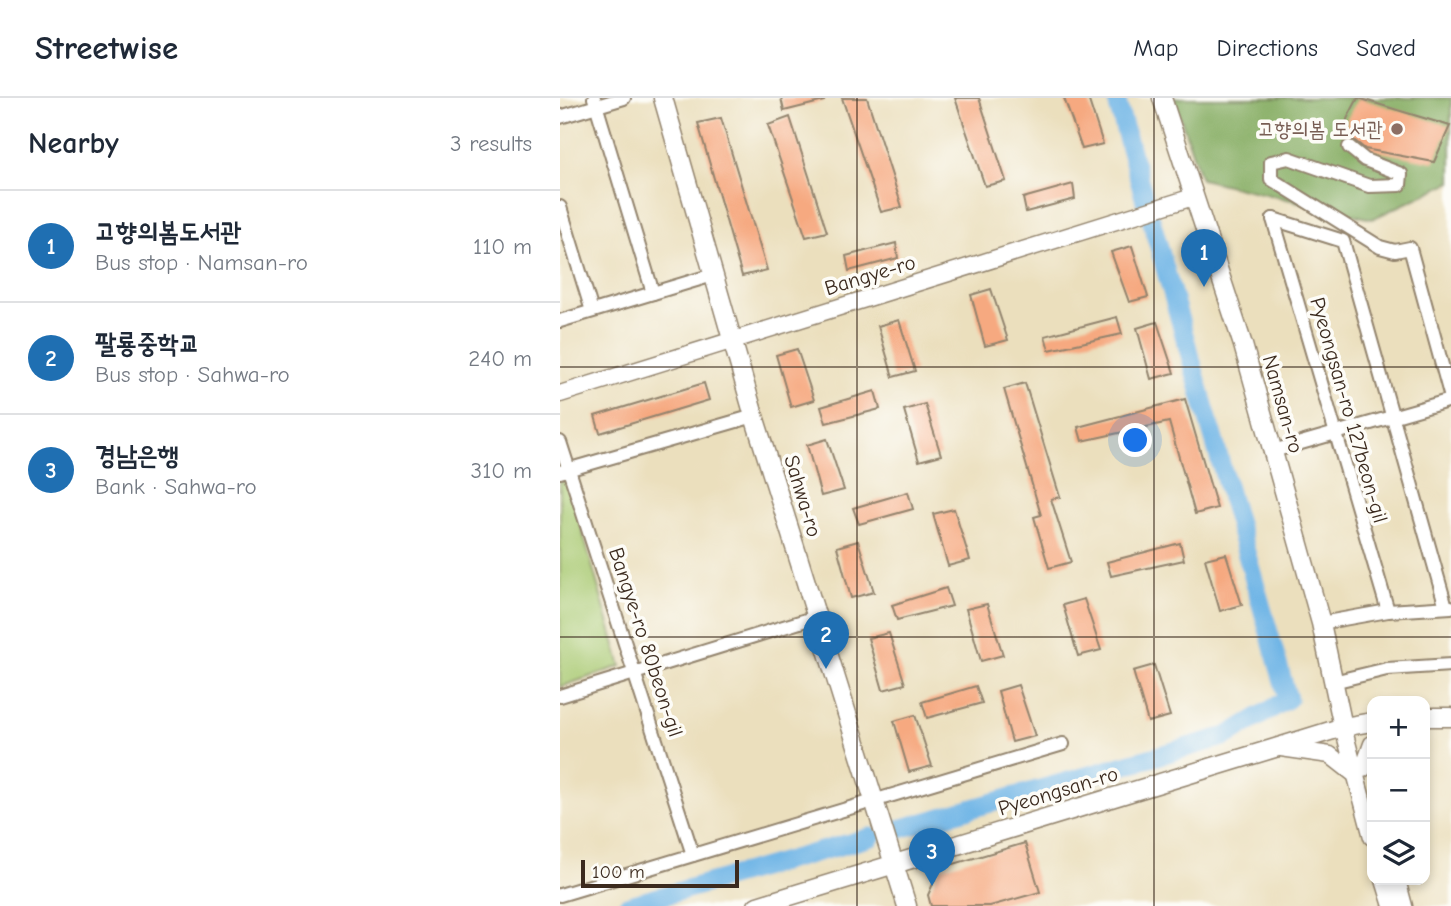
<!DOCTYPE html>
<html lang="en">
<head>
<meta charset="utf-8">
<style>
  :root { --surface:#fff; --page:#f6f6f7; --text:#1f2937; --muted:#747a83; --line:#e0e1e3; --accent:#1f6fb2 }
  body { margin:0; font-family:"Comic Neue","Poor Story",sans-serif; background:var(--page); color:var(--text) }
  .controls { position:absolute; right:21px; bottom:21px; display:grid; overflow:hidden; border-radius:14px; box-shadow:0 4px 10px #0003 }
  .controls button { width:63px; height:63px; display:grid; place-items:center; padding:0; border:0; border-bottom:2px solid var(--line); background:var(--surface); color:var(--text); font:35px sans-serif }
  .scale { position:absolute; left:21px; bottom:18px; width:158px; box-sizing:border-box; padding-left:7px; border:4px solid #3b2a1e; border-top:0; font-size:19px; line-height:24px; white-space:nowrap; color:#3b2a1e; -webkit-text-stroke:5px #fdfcf7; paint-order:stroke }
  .you { position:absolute; left:576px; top:343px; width:24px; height:24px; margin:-18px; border:5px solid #fff; border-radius:50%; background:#1a73e8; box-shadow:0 0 0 10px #1a73e833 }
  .badge { display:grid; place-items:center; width:46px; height:46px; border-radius:50%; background:var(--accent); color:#fff; font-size:23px; font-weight:700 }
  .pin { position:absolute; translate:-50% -58px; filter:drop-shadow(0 2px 4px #0008) }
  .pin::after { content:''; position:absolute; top:37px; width:24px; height:21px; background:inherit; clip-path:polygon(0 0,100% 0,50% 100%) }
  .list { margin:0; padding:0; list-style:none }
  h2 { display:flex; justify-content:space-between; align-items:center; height:91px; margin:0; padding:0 28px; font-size:30px }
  h2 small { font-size:23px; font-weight:400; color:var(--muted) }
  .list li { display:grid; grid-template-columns:46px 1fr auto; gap:21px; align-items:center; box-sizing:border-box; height:112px; padding:0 28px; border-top:2px solid var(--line) }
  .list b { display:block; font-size:26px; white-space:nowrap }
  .list p { margin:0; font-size:23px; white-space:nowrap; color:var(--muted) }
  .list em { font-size:23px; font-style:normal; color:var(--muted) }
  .icon { flex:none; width:38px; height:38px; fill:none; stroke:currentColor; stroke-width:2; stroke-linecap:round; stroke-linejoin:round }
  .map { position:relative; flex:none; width:891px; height:808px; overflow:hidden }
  header { display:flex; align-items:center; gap:42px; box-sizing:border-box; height:98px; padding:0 35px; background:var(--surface); border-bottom:2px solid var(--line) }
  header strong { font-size:33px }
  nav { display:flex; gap:38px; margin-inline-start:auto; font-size:24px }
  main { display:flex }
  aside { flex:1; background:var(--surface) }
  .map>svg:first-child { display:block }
  .green { fill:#a8c971; stroke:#727a48; stroke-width:2 }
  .forest { fill:#86ad63; stroke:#606c40; stroke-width:2 }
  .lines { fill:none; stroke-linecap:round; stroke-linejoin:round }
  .river { stroke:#6fb5e6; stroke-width:19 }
  .building { fill:#f6a980 }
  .minor-casing { stroke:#93846e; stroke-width:16 }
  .tertiary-casing { stroke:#93846e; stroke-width:19 }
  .secondary-casing { stroke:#93846e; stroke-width:21 }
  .minor { stroke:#fff; stroke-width:12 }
  .tertiary { stroke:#fff; stroke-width:16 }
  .secondary { stroke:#fff; stroke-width:18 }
  .grid { fill:none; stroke:#3b2a1e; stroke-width:2; stroke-opacity:0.55 }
  .education-dot { fill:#8d6e63; stroke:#fdfcf7; stroke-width:2.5 }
  .labels { text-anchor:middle; stroke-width:7; stroke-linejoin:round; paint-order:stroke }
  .education-label { font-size:21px; fill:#785e54; stroke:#fdfcf7; text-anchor:end }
  .street-label { font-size:21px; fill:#3b2a1e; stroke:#fdfcf7 }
</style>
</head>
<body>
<header>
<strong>Streetwise</strong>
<nav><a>Map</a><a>Directions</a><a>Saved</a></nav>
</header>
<main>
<aside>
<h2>Nearby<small>3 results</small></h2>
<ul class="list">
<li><span class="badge">1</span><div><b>고향의봄도서관</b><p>Bus stop · Namsan-ro</p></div><em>110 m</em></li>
<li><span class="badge">2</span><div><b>팔룡중학교</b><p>Bus stop · Sahwa-ro</p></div><em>240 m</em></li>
<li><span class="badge">3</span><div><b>경남은행</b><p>Bank · Sahwa-ro</p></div><em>310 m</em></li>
</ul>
</aside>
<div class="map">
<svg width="891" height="808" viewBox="0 0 891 808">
  <rect width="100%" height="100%" fill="#fdfcf7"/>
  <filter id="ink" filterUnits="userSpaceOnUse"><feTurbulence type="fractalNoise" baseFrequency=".0143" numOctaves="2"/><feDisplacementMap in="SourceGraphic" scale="14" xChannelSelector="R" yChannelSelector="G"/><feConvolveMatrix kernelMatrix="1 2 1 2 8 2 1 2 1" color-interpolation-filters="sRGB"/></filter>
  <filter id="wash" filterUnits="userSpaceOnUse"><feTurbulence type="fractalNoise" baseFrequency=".00686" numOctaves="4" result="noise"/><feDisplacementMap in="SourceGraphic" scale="28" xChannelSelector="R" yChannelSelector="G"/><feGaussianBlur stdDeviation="1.57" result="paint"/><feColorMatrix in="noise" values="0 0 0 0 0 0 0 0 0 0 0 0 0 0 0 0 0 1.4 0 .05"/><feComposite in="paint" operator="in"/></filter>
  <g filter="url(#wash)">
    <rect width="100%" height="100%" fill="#ebdfbd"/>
    <path class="green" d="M 7,380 L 61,568 L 0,589 L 0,383 Z"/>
    <path class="forest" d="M 614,0 L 891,0 L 891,84 L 812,121 L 641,81 Z"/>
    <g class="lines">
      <g class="river">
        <path d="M 556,0 L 585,103"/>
        <path d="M 329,734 L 667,638 L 728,601 L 591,121"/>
        <path d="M 67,808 L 311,739"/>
      </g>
    </g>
    <g id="blocks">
      <g class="building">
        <path d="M 221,0 L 263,0 L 264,3 L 224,13 Z"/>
        <path d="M 282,0 L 307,0 L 342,109 L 321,114 Z"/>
        <path d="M 395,0 L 419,0 L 446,83 L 425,88 Z"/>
        <path d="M 504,0 L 528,0 L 543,46 L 522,51 Z"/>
        <path d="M 798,0 L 890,28 L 874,64 L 805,51 L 794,42 L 786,34 L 787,21 Z"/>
        <path d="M 230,19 L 267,134 L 246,139 L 208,27 Z"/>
        <path d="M 161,20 L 207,172 L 182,178 L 138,25 Z"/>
        <path d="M 513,86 L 515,101 L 466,114 L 463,100 Z"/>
        <path d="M 336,145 L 338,160 L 289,173 L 286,158 Z"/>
        <path d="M 572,148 L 588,199 L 569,204 L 551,154 Z"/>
        <path d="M 431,191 L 448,242 L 425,248 L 411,197 Z"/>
        <path d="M 557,219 L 562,236 L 489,252 L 485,238 Z"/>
        <path d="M 339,222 L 355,273 L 333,279 L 318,228 Z"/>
        <path d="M 597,224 L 614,275 L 591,281 L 577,230 Z"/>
        <path d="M 237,251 L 254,302 L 231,309 L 216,257 Z"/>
        <path d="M 144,285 L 149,302 L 40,335 L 35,318 Z"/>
        <path d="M 465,285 L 500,399 L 491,401 L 511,464 L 489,470 L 474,419 L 481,417 L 444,291 Z"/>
        <path d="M 315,293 L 320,311 L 266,325 L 261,309 Z"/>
        <path d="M 625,301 L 657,410 L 635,416 L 609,324 L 522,343 L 518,329 Z"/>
        <path d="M 365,306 L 381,357 L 359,363 L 344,312 Z"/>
        <path d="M 267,341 L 284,392 L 261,398 L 247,347 Z"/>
        <path d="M 348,394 L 353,411 L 299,426 L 293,410 Z"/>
        <path d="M 394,411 L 410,462 L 388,468 L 373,416 Z"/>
        <path d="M 298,443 L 314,494 L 291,500 L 277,449 Z"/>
        <path d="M 620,445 L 624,462 L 551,478 L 547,464 Z"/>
        <path d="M 666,456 L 682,507 L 660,513 L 645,461 Z"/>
        <path d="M 386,490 L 392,508 L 337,522 L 332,507 Z"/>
        <path d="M 524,501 L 541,552 L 518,558 L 503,507 Z"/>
        <path d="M 427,506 L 443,557 L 421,563 L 406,511 Z"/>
        <path d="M 329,535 L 345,586 L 323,592 L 308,540 Z"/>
        <path d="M 594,567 L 610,618 L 588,624 L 573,573 Z"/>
        <path d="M 458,587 L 475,638 L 452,644 L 438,593 Z"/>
        <path d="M 416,588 L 422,605 L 367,620 L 362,604 Z"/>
        <path d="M 355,617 L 372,668 L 349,674 L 334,623 Z"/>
        <path d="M 465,745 L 480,794 L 430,808 L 371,808 L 368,797 L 380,770 Z"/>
      </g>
    </g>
  </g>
  <g filter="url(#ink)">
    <use href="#blocks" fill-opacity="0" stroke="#93846e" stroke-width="2"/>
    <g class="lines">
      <g class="minor-casing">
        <g id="minor">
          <path d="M 34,0 L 93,195"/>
          <path d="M 0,19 L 64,0"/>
          <path d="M 789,49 L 805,62 L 841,76 L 840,87 L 809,88 L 729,60 L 711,64 L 711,81 L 820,149 L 835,153 L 850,150 L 891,300"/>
          <path d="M 0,109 L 32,213"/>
          <path d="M 713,121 L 783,143 L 886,509"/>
          <path d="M 713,121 L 828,513"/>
          <path d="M 0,223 L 153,177"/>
          <path d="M 0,344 L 133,757"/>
          <path d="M 713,353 L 891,302"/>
          <path d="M 0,374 L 194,318"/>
          <path d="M 761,525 L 828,513 L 891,509"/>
          <path d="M 773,584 L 827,571 L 891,567"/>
          <path d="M 0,598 L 256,519"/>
          <path d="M 0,797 L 503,646"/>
        </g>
      </g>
      <g class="tertiary-casing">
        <g id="tertiary">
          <path d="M 0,296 L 633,99"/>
          <path d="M 783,629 L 812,739"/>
          <path d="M 721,650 L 770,657 L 793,675"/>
          <path d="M 803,671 L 812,646"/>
          <path d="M 824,782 L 832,808"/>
          <path d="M 837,782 L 844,808"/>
        </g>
      </g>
      <g class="secondary-casing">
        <g id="secondary">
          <path d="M 103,0 L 194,318 L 347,808"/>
          <path d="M 602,0 L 683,247 L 761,525 L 783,629"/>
          <path d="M 865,619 L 891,619"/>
          <path d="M 197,808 L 715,650 L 783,629 L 812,624"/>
        </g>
      </g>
      <use href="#minor" class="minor"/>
      <use href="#tertiary" class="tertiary"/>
      <use href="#secondary" class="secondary"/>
    </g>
  </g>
  <path class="grid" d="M 297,0 L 297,808M 594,0 L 594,808M 0,269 L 891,269M 0,539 L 891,539"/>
  <circle class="education-dot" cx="837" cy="31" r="7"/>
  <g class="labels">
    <g class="education-label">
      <text x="823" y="38">고향의봄 도서관</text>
    </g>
    <g class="street-label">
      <text transform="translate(310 177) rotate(-17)" y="7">Bangye-ro</text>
      <text transform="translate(723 306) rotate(74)" y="7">Namsan-ro</text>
      <text transform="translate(789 312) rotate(74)" y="7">Pyeongsan-ro 127beon-gil</text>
      <text transform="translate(243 398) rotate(73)" y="7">Sahwa-ro</text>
      <text transform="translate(86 544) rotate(72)" y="7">Bangye-ro 80beon-gil</text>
      <text transform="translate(498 693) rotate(-17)" y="7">Pyeongsan-ro</text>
    </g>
  </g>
</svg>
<div class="controls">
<button>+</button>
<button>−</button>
<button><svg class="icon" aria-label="layers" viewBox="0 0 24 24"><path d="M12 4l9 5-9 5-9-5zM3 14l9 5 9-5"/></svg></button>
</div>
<div class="scale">100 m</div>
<div class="you"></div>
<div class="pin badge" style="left:644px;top:189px">1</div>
<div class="pin badge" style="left:266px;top:571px">2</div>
<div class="pin badge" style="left:372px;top:788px">3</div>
</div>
</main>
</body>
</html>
□ □ □ □
| Exercise instructions |
Everything from the top line of the data down to and including the line with "width:63px; height:63px; display:grid;" is to be copied, except the pictures.

| Answer section |
<!DOCTYPE html>
<html lang="en">
<head>
<meta charset="utf-8">
<style>
  :root { --surface:#fff; --page:#f6f6f7; --text:#1f2937; --muted:#747a83; --line:#e0e1e3; --accent:#1f6fb2 }
  body { margin:0; font-family:"Comic Neue","Poor Story",sans-serif; background:var(--page); color:var(--text) }
  .controls { position:absolute; right:21px; bottom:21px; display:grid; overflow:hidden; border-radius:14px; box-shadow:0 4px 10px #0003 }
  .controls button { width:63px; height:63px; display:grid; place-items:center; padding:0; border:0; border-bottom:2px solid var(--line); background:var(--surface); color:var(--text); font:35px sans-serif }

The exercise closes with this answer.